[Opening Record set section]

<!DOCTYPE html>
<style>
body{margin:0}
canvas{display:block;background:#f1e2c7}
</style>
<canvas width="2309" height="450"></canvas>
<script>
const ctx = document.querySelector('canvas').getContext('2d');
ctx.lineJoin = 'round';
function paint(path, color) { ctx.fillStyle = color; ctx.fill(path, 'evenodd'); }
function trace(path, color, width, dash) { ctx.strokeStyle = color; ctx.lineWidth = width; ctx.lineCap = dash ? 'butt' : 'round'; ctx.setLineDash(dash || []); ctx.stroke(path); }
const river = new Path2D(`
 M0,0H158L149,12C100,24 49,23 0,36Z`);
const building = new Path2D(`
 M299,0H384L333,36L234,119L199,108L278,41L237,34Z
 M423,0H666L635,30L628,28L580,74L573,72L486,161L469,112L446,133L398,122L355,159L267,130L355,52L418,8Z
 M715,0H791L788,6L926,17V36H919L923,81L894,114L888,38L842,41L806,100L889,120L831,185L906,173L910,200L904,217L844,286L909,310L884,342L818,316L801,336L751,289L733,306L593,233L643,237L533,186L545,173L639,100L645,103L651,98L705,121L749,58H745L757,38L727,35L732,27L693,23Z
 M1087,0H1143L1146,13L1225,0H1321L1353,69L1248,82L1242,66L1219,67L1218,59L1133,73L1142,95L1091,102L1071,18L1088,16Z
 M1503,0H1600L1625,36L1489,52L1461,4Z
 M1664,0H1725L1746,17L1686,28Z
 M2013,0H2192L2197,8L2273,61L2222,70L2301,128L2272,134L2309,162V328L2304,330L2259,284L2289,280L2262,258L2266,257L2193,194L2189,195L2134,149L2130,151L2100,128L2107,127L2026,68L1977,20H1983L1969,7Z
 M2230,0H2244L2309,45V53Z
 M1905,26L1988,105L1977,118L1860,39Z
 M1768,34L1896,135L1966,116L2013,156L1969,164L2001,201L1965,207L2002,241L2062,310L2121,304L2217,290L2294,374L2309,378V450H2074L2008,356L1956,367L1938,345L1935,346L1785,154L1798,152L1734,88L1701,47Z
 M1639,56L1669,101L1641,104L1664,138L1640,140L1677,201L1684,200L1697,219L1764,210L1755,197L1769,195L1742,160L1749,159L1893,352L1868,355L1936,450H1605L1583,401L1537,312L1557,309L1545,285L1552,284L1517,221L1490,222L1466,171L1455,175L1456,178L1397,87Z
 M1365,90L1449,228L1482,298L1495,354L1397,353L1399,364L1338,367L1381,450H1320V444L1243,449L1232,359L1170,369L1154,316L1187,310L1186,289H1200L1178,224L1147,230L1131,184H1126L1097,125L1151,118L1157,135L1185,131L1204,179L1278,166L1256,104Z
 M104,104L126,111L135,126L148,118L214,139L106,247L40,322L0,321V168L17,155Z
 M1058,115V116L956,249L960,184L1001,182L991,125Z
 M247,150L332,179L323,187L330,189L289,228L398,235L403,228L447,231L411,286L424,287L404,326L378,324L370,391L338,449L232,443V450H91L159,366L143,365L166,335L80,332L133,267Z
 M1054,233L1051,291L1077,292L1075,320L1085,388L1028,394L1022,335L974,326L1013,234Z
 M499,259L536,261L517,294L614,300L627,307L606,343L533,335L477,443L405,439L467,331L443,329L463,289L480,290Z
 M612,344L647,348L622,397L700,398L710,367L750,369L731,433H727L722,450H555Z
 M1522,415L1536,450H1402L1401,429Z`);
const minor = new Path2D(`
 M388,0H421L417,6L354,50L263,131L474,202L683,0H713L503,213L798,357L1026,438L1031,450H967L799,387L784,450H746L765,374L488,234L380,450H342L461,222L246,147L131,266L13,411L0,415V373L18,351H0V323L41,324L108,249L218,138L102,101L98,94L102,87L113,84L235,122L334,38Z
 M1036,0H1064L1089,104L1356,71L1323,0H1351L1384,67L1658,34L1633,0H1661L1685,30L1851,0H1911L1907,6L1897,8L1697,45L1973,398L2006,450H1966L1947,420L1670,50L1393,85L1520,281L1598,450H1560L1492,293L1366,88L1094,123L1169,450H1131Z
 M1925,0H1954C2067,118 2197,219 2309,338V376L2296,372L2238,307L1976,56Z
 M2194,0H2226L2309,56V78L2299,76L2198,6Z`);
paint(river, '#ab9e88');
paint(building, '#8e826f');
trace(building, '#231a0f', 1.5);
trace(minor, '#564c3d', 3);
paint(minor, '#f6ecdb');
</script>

[Closing Record set section]
[Opening Record set section]

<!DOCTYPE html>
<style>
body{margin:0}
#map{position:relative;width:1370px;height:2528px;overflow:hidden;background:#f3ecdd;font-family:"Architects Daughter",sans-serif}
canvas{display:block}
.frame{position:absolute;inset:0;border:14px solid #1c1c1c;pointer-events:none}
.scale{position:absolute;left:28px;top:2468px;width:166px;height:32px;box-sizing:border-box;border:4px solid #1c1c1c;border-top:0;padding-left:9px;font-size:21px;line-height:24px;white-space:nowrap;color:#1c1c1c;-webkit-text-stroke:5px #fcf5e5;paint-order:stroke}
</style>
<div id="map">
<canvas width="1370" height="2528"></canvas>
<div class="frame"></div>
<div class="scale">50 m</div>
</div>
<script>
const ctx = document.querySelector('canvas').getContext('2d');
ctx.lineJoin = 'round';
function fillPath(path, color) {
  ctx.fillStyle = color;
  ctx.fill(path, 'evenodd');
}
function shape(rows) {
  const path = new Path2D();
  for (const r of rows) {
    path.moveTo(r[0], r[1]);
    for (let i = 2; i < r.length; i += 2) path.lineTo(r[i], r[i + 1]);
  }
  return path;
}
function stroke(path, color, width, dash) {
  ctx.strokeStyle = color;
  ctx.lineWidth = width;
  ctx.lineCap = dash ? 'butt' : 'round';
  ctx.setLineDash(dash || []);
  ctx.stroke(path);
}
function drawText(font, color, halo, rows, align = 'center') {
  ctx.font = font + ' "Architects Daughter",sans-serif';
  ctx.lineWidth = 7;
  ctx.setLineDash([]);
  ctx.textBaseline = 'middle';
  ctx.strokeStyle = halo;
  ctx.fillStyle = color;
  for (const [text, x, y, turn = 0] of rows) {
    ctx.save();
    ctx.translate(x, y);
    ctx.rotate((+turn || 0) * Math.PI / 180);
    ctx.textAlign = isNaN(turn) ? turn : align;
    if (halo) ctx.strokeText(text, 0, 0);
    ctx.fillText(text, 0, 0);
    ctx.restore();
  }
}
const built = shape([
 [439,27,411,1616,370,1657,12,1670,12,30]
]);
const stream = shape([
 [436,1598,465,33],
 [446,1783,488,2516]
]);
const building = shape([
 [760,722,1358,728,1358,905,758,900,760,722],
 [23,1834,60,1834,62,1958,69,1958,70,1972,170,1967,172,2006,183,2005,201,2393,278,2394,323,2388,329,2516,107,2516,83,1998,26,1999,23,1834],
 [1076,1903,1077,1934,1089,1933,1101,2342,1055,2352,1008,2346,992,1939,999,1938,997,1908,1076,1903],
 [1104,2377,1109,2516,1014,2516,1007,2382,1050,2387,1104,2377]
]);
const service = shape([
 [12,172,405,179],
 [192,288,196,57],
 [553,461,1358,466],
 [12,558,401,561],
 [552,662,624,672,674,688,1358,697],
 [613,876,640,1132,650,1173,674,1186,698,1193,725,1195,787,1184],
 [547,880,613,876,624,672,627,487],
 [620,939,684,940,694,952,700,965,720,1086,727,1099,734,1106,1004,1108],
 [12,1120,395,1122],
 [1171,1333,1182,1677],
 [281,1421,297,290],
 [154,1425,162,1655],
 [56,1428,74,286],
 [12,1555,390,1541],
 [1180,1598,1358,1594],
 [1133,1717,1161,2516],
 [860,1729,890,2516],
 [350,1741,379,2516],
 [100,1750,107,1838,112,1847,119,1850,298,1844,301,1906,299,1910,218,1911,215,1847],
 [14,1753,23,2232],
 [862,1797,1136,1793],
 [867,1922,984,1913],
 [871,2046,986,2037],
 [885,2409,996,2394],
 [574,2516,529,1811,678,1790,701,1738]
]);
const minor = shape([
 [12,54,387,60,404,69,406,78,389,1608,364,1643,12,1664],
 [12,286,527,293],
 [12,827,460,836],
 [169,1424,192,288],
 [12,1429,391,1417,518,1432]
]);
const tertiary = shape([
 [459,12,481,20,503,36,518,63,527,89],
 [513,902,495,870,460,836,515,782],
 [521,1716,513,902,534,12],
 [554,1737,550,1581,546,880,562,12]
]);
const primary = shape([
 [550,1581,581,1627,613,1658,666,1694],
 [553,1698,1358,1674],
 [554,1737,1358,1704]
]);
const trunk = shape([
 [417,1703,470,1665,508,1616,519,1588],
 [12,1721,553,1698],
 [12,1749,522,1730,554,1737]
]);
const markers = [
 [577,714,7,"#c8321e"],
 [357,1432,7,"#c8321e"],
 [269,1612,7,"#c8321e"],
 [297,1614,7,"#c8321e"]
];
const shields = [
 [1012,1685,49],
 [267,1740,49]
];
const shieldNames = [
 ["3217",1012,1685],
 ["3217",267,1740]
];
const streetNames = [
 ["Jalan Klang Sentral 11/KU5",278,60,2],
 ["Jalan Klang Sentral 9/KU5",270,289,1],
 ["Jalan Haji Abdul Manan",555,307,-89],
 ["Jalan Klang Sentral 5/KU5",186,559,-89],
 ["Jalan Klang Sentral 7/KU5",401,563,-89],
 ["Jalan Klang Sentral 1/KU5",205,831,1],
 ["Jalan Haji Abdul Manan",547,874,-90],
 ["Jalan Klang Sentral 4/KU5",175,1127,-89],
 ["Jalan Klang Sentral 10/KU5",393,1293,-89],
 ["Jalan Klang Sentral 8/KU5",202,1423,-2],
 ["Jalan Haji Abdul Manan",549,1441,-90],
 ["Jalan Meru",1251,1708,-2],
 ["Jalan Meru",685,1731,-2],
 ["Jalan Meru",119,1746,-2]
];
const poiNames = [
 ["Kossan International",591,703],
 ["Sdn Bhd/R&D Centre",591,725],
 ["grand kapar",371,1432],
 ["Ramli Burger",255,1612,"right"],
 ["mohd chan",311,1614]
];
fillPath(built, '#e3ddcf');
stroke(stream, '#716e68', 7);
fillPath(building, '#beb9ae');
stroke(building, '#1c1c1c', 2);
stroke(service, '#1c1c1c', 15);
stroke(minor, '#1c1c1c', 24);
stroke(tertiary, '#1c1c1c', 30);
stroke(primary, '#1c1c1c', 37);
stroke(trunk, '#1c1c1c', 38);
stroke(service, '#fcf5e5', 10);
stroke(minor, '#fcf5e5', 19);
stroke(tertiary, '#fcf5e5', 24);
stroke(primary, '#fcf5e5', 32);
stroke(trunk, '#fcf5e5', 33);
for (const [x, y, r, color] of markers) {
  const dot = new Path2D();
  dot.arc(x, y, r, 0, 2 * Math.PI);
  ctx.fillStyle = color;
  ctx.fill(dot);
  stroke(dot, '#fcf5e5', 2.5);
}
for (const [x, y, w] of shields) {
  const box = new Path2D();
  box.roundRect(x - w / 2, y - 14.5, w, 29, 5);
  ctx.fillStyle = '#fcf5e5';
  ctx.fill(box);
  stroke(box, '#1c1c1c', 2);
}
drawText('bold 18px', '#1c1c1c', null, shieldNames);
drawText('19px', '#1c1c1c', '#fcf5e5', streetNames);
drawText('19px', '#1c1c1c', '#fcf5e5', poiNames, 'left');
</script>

[Closing Record set section]

→ **What you need to do**:
Only lines holding the string "align" are wanted; gather each one from the entries above.

→ **Completed exercise**:
function drawText(font, color, halo, rows, align = 'center') {
    ctx.textAlign = isNaN(turn) ? turn : align;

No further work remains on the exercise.